While Hezbollah’s capability in launching such an attack has been questioned, the US and Israeli military are taking the threat very seriously. In fact, the FBI says it now considers Hezbollah operatives more capable and robust than even Al Qaeda terrorists.
Hezbollah showed its increasing technological sophistication during its war with Israel in 2006. The moment Israel starting bombing Hezbollah targets in Beirut, the US government says it was being attacked on another battlefield in cyber space. A US Congressional research report detailed more than 10,000 breaches including the Pentagon, the House of Representatives website and NASA.
“There’s an argument out there shared by most independent specialists on Hezbollah that Hezbollah is actually better at using and understanding cyber warfare against the Israelis, than Israel is,” says Bilal Saab, a Middle East analyst with the Brookings Institution.
In 1994, 85 people were murdered and hundreds injured when a white van, packed with explosives was detonated at a Jewish cultural centre in Buenos Aires. Prosecutors in Argentina still believe the Iranian government gave Hezbollah agents the ‘kill’ order and wouldn’t hesitate to attack again.
“What I can say with certainty is that they can quickly launch a terrorist attack. Because they have the sleeper cells ready, they have the research ready, they have the agents.” says Marta Nercellas, an Argentine lawyer working with victims and their families. Iran and Hezbollah deny any involvement in the attack and Hezbollah declined to be interviewed for this report telling CNN, 'they don't answer these kinds of questions'.

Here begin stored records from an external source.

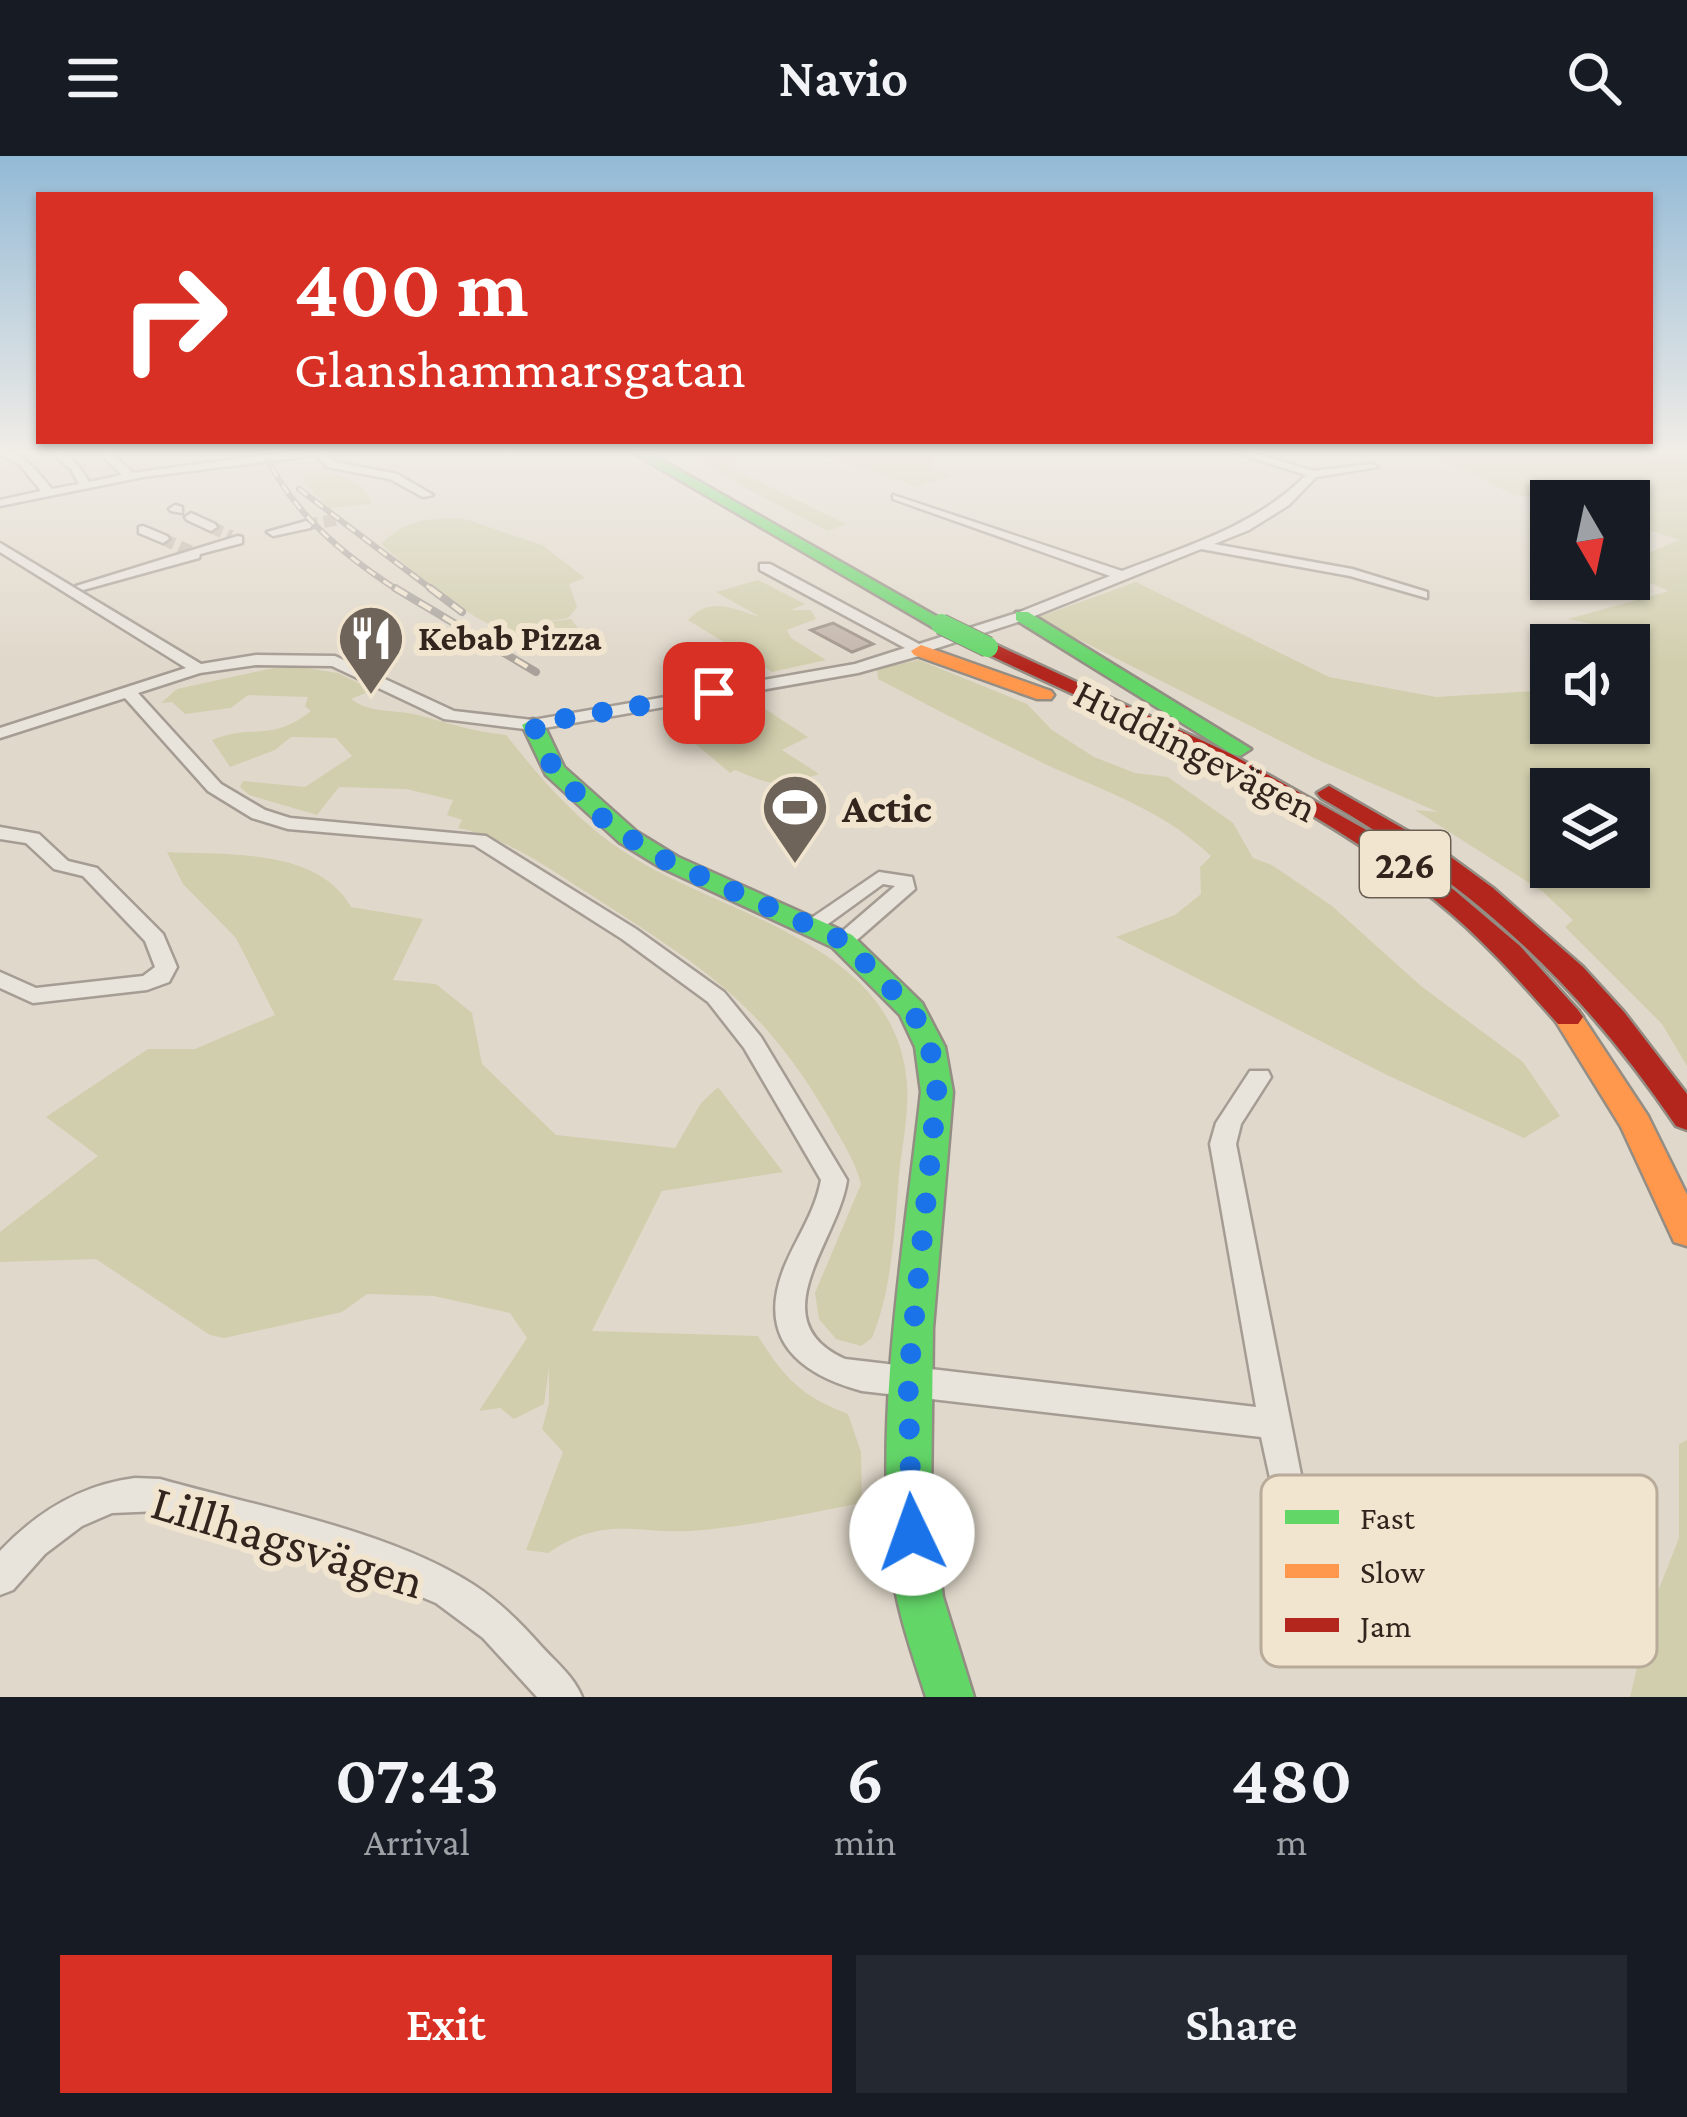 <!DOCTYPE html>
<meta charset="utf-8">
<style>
:root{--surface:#171b24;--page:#242831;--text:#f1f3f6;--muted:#9ea1a6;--accent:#d93025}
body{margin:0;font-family:"Crimson Pro",serif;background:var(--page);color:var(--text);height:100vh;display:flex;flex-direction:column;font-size:45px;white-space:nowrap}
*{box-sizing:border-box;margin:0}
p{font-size:39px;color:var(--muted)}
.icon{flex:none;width:66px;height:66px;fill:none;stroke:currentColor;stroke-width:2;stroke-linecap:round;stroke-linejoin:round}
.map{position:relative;height:1541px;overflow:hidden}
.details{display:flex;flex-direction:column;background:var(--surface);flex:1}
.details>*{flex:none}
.banner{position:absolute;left:36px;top:36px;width:1617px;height:252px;border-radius:0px;box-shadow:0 3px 9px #0004;background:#d93025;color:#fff;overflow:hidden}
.needle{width:78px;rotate:171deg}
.buttons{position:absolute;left:1530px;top:324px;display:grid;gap:24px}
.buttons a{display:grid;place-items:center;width:120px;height:120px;border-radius:0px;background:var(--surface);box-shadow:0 3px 9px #0004;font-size:60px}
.pin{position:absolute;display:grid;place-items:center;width:102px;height:102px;color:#fff;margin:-51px;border-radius:24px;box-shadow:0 6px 18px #0006}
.me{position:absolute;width:132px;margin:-66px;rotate:357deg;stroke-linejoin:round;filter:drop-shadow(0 0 9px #0008)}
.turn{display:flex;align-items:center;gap:42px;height:252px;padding:0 60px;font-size:54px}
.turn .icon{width:156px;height:156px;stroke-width:2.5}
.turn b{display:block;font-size:84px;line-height:102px}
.eta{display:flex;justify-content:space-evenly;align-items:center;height:204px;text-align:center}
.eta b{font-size:72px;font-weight:600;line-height:84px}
.cta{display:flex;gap:24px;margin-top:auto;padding:24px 60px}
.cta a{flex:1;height:138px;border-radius:0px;background:var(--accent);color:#fff;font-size:48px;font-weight:600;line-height:138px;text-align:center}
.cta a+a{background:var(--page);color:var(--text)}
header{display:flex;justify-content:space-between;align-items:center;height:156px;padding:0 60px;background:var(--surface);font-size:54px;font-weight:600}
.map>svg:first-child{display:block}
.green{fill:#d1cead;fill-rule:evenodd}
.building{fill:#c3b6ab;stroke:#a0948a;stroke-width:3}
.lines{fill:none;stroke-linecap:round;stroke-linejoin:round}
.street-tunnel{stroke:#bdb4a7;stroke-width:12;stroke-dasharray:12 6;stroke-linecap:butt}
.street-casing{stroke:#a59d94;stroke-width:5}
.fast-casing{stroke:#948d84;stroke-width:5}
.slow-casing{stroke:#948d84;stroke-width:5}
.jam-casing{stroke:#948d84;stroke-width:5}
.street{fill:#e8e3db;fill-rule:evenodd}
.fast{fill:#63d668;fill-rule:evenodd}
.slow{fill:#ff974d;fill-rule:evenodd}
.jam{fill:#b3261e;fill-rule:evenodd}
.rail-far1-casing{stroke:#a8a29b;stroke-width:6}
.rail-casing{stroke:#a8a29b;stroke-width:8}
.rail-far1{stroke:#f1e5d0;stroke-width:3;stroke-dasharray:10;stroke-linecap:butt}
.rail{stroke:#f1e5d0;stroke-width:4.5;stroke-dasharray:14;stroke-linecap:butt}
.fast-bridge-casing{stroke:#8a837a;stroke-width:22;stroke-linecap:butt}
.fast-bridge{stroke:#63d668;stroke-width:20}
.route{stroke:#1a73e8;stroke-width:21;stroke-dasharray:0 37.8}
.labels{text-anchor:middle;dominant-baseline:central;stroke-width:12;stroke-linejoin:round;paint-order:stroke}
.far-poi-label{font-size:36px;font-weight:bold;fill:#32251d;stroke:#f1e5d0;text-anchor:start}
.shield{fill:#f1e5d0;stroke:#6b5f53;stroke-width:3}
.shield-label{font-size:39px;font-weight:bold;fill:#32251d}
.street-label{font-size:42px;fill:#32251d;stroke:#f1e5d0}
.poi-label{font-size:42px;font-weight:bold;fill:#32251d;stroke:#f1e5d0;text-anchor:start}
.near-street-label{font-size:51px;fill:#32251d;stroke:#f1e5d0}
.key{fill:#f1e5d0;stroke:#b8ab9a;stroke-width:3}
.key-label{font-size:33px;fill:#32251d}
</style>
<header><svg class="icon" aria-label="menu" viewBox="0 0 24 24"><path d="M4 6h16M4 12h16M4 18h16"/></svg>Navio<svg class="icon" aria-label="search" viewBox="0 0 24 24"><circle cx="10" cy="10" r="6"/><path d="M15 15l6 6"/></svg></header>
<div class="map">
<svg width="1687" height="1541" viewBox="0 0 1687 1541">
<rect width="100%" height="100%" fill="#e0d8ca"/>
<g class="green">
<polygon points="687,294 763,294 724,308 846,368 828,375 734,326"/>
<polygon points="782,294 954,294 932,298 932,312 953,319 916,331 833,302"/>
<path d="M1423 294H1658L1687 306V910L1662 868 1565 771 1573 764 1542 735 1415 654 1438 656 1316 603 1036 462 1136 426 1329 521 1436 541 1551 534V567H1629V494L1652 481 1568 463 1669 435 1629 418V399L1639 401 1679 384 1629 367V345L1551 347 1509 337ZM1551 633H1629V711H1551Z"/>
<path d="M317 315C341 319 365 324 371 348L329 352 304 326V318Z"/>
<path d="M465 363 542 389 585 422 569 428 577 451 568 462 538 467 571 463 581 476 571 481 572 488 556 487 539 470V486C480 475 426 427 381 388 405 363 431 362 465 363Z"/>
<path d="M758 424 805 448 791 454H811L816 463 787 474 791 482 826 504 772 516 688 464C710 440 732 452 760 461L716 436Z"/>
<path d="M919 504 1027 548 1052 574 1094 601 1135 617 1168 621 1233 667 1253 702 1272 709 1332 750 1421 830 1523 906 1560 960 1524 982 1387 919 1116 781 1175 759 1201 738 1200 711 1211 700C1162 653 1103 635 1043 607 987 580 933 552 878 523L877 513Z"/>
<path d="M287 509 338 517 373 534 351 543C371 558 394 553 418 559 448 567 475 576 506 579 545 628 584 673 639 705 735 762 897 791 907 928 909 957 902 990 899 1019 895 1071 892 1134 872 1182L861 1190 836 1183 819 1163 815 1137 861 1028C855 1004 841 984 829 962 763 848 704 812 597 743 551 714 511 683 458 672L462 664 447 659 453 644 406 633 339 631 317 659 249 639 240 631 243 625 305 631 352 600 336 582 291 581 275 594 230 611 212 584C253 567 271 587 311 555L305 550 308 541 248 539 231 552 185 558 172 546 161 547 177 533Z"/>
<path d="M757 538 748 542 808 581 782 594 819 618C780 632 773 630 735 614L730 617 665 562 671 558 668 553Z"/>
<path d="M167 696C226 699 318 692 351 751L423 763 393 824 436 828 472 857 482 908 556 979 675 992 701 947 718 931 783 1016 662 1035 592 1175 758 1180C785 1223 801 1240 848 1258L861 1296 862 1347C809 1357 757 1369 703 1374 639 1381 609 1356 548 1397L526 1394 563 1296 542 1273 549 1247V1212L544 1248 514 1263 500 1252 479 1255 527 1182 510 1157 434 1140 367 1138 342 1156 224 1182 210 1179 96 1103 0 1106V1076L98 1000 46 961 148 893H195L275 859 236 782 183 728Z"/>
<polygon points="1687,1284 1687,1541 1630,1541 1651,1453 1679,1382 1679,1288"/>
</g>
<polygon class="building" points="833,467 873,488 852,496 811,474"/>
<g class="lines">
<g class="street-tunnel">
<polyline points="306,369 340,363"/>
<polyline points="211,371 231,380"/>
<polyline points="163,383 192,396"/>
</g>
<defs>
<g id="street">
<path d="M0 294C24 295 37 316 52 333L79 328 71 313 48 294C68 294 79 309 89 326L122 319 96 294H108L133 317 301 294H333L326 297 335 306 397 318 433 339 423 341 390 323 327 311 316 299 143 321 0 350V344L41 335 20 309 0 298Z"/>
<path d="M1227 294H1244L1313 315 1373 308 1378 311 1316 321 1289 349 1249 374 1214 388 1352 413 1427 436V442L1350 420 1201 393 1027 463 928 495 926 498 858 517 533 574 444 563 332 510 256 509 200 517 138 537 221 628 265 654 290 662 486 680 636 773 724 836 761 881 847 1024C839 1084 758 1164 845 1203L1256 1251 1210 988 1216 967 1250 915H1268L1271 921 1241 968 1236 988 1303 1329 1316 1351 1385 1429 1390 1442 1385 1455 1372 1460 1359 1455 1292 1375 1275 1345 1261 1281 862 1235C799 1218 756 1183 784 1112 796 1082 815 1057 821 1024L744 892 708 846 622 783 474 689 288 673 252 662 208 635 125 542 0 582V572L186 512 0 396V387L201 508 256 499 335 500 454 555 533 564 855 508 905 492 760 414V408H770L919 488 1017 457 1110 420 893 343V339L1122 415C1187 390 1256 370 1306 319Z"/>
<polygon points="175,349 182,351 182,357 171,355 169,353"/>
<polygon points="191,357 215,368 217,371 211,375 187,364 185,361"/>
<polygon points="306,365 312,369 310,372 273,380 267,376"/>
<polygon points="143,370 167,380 169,383 163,387 139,377 139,371"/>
<polygon points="238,380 242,381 242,387 200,398 199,402 83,434 76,430"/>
<polygon points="0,671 39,678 68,705 97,712 163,778 177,811 169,826 147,834 33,847 0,832 0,816 36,832 143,820 155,811 145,785 83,720 54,713 26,687 0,683"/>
<polygon points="879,716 912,721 915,733 850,790 834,790 831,785 895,730 883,728 821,773 807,773 804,769 807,765"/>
<path d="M135 1322 160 1323C258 1351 389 1374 474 1429 500 1446 522 1468 542 1491 557 1507 574 1521 582 1541H537L483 1482 436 1447 345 1409 160 1355 112 1357 82 1370 45 1398 13 1434 0 1439V1395C38 1355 81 1329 135 1322Z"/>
</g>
<g id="fast">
<polygon points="628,294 644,294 950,468 934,472"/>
<polygon points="1016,456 1028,456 1251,593 1240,600 1232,598 1016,464"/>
<path d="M533 563 544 569 564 611 637 676 678 701 852 779 922 847 945 891 953 936 933 1172 931 1348 943 1441 974 1541H926C912 1497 896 1453 891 1407 875 1250 904 1092 921 936L915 891 900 859 832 791 660 711 619 686 546 619 522 569Z"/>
</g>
<g id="slow">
<polygon points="921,489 1051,535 1054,539 1051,543 1037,543 914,499 911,495"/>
<polygon points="1568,851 1578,854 1648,960 1687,1039 1687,1090 1674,1086 1621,971 1553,861"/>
</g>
<g id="jam">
<path d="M988 485 1231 598 1384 684 1454 734 1520 790 1578 854 1583 861 1578 868H1558C1519 824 1481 781 1436 745 1302 636 1136 569 981 495L978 491Z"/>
<path d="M1329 630 1444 696 1493 732 1583 811 1624 856 1687 938V974L1676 970C1578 826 1471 728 1321 642L1317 637Z"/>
</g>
</defs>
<use href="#street" class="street-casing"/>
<use href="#fast" class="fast-casing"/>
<use href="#slow" class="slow-casing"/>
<use href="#jam" class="jam-casing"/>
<use href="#street" class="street"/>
<use href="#fast" class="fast"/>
<use href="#slow" class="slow"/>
<use href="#jam" class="jam"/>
<defs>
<g id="rail-far1">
<path d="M263 294C292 357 342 398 399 435"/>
<polyline points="1664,294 1687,303"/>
<polyline points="299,333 434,435"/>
</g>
<g id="rail">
<polyline points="395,432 536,516"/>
<polyline points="430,432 462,456"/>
</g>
</defs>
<use href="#rail-far1" class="rail-far1-casing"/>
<use href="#rail" class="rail-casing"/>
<use href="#rail-far1" class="rail-far1"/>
<use href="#rail" class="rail"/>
<defs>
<polyline id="fast-bridge" points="941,468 988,491"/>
</defs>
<use href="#fast-bridge" class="fast-bridge-casing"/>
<use href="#fast-bridge" class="fast-bridge"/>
</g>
<linearGradient id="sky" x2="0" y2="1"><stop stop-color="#93bad6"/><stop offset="0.58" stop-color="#f1ede7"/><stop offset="1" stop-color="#f1ede7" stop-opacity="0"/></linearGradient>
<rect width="1687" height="510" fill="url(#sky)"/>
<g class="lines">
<polyline class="route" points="714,537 533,568 554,614 597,658 628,681 669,706 842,784 912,854 930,891 937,936 908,1225 912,1377"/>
</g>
<defs>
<symbol id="restaurant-pin" viewBox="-11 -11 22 30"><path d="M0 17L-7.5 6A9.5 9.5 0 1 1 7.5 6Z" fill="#6f645a" stroke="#f1e5d0"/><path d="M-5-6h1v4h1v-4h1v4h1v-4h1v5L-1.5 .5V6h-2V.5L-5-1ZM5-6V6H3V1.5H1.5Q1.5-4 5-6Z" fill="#fff"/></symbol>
<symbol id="stadium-pin" viewBox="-11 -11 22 30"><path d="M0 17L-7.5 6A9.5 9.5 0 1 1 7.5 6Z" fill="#6f645a" stroke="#f1e5d0"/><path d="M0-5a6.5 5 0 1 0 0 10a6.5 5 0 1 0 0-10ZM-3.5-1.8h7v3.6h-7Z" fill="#fff"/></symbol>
</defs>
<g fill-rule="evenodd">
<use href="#restaurant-pin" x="333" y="444" width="76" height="104"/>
<use href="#stadium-pin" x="757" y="613" width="76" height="104"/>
</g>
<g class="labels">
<g class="far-poi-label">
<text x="418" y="482">Kebab Pizza</text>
</g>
<rect class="shield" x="1360" y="675" width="90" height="66" rx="9"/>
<g class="shield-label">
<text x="1405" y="708">226</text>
</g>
<g class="street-label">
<text transform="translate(1196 594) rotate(27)">Huddingevägen</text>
</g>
<g class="poi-label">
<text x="842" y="651">Actic</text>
</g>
<g class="near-street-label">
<text transform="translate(288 1385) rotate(17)">Lillhagsvägen</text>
</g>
</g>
<rect x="1261" y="1319" width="396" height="192" rx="18" class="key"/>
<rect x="1285" y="1354" width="54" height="14" fill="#63d668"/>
<rect x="1285" y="1408" width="54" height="14" fill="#ff974d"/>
<rect x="1285" y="1462" width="54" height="14" fill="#b3261e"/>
<g class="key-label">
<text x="1360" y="1373">Fast</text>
<text x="1360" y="1427">Slow</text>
<text x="1360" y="1481">Jam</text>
</g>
</svg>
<div class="buttons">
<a><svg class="needle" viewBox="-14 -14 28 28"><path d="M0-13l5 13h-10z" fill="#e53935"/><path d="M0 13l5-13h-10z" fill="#9ea1a6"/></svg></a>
<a><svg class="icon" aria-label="sound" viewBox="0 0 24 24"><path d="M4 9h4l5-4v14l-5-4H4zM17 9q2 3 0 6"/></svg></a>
<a><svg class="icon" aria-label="layers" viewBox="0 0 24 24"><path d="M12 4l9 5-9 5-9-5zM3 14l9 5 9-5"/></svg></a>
</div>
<div class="pin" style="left:714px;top:537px;background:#d93025"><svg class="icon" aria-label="arrive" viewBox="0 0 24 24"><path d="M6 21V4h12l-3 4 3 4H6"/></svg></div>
<svg class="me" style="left:912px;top:1377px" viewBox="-20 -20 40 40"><circle r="19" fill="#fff"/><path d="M0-13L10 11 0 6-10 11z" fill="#1a73e8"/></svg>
<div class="banner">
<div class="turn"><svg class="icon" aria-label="right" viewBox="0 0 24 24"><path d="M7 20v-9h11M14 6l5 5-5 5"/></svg><div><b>400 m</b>Glanshammarsgatan</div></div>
</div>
</div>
<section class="details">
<div class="eta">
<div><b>07:43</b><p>Arrival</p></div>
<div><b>6</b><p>min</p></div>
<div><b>480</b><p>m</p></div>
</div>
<div class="cta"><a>Exit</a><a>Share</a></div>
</section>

While analysts believe conventional terror is still Hezbollah’s main weapon, some now are looking at the possibility that it could activate sleeper cells in order to open a second front in cyber space.
“The ambition is there, they would have a vested interest in retaliating and working with the Iranians,” says Saab.
For Iran, Hezbollah still serves as a potent threat and a warning that if and when the US, Israel or Europe try to block its nuclear ambitions, it is ready to fight back.
By Paula Newton, CNN’s International Security Correspondent.